[Start of section]

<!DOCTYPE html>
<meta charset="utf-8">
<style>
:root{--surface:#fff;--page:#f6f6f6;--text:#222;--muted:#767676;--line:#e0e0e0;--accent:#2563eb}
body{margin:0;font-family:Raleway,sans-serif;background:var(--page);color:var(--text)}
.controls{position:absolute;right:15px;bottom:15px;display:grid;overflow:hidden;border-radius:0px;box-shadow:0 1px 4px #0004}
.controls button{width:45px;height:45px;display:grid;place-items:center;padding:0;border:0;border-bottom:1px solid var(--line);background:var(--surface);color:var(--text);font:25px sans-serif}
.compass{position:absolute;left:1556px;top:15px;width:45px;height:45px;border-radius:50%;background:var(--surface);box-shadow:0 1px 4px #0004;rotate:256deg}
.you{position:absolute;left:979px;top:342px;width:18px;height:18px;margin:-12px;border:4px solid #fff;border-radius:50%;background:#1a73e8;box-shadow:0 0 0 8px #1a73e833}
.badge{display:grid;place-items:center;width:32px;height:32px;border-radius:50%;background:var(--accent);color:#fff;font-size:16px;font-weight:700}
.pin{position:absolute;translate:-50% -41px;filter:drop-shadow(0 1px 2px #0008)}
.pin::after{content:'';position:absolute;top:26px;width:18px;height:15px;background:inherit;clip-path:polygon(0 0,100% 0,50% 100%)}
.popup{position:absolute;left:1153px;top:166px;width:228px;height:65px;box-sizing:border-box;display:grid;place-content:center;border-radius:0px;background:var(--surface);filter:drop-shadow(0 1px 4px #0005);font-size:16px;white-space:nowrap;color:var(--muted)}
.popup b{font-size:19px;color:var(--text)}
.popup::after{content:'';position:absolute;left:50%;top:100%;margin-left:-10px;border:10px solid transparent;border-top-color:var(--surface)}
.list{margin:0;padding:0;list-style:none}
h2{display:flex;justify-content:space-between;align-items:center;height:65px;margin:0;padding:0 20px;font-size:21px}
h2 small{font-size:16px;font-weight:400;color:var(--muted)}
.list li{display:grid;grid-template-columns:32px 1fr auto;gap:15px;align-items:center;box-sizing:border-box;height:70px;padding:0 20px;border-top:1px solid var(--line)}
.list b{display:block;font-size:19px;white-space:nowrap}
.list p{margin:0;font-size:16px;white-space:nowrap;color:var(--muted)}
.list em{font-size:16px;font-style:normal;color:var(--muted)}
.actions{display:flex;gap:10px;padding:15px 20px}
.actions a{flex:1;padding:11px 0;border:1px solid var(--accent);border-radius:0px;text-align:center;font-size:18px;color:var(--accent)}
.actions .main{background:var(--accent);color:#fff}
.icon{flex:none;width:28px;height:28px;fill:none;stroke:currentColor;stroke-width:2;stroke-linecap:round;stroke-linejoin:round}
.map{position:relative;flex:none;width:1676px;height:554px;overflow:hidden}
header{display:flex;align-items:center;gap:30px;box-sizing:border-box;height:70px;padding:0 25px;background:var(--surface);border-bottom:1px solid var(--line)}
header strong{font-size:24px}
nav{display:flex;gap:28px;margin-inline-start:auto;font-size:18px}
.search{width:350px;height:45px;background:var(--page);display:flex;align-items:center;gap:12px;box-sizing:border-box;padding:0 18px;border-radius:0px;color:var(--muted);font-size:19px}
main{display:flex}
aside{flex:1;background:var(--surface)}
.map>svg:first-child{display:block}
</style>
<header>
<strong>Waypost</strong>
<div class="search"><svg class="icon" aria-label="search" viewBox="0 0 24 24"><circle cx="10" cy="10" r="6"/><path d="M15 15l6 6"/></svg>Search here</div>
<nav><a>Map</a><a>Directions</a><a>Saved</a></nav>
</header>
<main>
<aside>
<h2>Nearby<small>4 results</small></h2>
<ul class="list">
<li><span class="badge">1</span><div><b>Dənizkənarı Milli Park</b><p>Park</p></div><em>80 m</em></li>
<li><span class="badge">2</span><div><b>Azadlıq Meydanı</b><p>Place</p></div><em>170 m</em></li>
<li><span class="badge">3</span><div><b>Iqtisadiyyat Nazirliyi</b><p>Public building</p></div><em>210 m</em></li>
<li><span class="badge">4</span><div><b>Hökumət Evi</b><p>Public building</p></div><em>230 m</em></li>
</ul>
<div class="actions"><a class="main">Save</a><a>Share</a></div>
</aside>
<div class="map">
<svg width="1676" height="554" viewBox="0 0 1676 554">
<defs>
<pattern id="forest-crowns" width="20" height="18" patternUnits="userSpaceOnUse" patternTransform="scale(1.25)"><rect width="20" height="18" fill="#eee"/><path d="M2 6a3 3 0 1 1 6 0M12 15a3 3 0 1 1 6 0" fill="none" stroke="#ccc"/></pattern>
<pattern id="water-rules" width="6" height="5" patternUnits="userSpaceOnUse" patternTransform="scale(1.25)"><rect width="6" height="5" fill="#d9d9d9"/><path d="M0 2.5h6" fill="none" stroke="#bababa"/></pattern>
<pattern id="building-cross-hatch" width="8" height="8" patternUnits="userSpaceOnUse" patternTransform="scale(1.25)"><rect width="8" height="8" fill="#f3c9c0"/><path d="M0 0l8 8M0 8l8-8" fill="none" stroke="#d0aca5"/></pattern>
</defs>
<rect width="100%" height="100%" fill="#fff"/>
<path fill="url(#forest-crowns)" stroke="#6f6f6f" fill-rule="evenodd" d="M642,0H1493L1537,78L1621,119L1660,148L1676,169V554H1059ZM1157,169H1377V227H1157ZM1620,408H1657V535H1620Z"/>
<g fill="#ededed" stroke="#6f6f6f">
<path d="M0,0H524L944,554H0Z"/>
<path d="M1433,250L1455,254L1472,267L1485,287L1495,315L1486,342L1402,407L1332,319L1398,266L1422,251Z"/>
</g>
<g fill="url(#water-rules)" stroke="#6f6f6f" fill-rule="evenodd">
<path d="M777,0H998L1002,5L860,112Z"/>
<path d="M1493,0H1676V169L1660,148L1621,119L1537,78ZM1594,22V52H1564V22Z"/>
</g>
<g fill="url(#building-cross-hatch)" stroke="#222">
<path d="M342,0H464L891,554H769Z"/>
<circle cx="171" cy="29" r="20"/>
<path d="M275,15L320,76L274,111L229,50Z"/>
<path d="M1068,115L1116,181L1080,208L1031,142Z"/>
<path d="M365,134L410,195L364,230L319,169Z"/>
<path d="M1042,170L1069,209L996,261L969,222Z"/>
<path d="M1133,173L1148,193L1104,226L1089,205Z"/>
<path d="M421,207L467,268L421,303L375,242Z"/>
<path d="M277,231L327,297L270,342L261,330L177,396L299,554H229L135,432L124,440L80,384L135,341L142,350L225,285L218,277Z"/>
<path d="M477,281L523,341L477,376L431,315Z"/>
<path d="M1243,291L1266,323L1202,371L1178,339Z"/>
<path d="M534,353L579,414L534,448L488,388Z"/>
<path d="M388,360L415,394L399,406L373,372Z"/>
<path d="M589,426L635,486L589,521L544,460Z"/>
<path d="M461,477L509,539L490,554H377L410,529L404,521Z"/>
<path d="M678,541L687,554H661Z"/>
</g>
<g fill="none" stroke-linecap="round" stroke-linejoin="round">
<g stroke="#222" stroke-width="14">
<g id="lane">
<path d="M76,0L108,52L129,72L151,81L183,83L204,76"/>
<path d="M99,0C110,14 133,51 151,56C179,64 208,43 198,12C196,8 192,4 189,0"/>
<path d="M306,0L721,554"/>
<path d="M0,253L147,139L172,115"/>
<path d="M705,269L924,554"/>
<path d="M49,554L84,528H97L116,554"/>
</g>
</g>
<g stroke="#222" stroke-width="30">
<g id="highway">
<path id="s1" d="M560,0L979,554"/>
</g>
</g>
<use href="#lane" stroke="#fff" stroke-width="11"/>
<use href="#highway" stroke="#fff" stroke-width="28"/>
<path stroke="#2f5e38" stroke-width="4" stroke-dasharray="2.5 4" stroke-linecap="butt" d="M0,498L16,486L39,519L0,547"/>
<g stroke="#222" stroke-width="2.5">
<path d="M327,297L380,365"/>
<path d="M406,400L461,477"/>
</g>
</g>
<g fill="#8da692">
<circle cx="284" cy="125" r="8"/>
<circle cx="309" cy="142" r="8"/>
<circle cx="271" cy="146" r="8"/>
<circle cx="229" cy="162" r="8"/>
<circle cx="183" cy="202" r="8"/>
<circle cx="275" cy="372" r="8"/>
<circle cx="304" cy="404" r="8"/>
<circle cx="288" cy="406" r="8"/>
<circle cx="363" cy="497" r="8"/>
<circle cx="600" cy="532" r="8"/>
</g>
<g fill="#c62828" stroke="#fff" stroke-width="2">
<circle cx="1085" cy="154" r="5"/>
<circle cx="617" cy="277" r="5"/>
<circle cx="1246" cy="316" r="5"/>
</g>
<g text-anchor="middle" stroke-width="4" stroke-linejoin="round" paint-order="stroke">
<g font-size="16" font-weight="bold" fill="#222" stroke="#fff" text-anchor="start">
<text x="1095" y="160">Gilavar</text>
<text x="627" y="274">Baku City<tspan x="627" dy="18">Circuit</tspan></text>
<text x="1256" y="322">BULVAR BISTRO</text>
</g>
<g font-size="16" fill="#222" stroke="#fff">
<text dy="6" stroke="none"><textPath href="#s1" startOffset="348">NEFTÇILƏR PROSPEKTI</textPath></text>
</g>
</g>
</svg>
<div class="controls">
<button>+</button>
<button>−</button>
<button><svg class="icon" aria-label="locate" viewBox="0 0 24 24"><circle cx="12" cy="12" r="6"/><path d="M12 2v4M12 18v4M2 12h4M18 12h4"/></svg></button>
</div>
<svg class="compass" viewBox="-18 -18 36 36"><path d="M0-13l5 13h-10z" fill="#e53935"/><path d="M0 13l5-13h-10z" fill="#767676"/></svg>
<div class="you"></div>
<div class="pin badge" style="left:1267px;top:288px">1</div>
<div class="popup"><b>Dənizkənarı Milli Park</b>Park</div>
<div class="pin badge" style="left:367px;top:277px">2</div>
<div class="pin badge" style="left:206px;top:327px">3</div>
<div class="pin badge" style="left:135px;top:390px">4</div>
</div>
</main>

[End of section]

About this exercise:
What is the number of lines in the data that contain "list"? Write that number and nothing else.

Output below:
6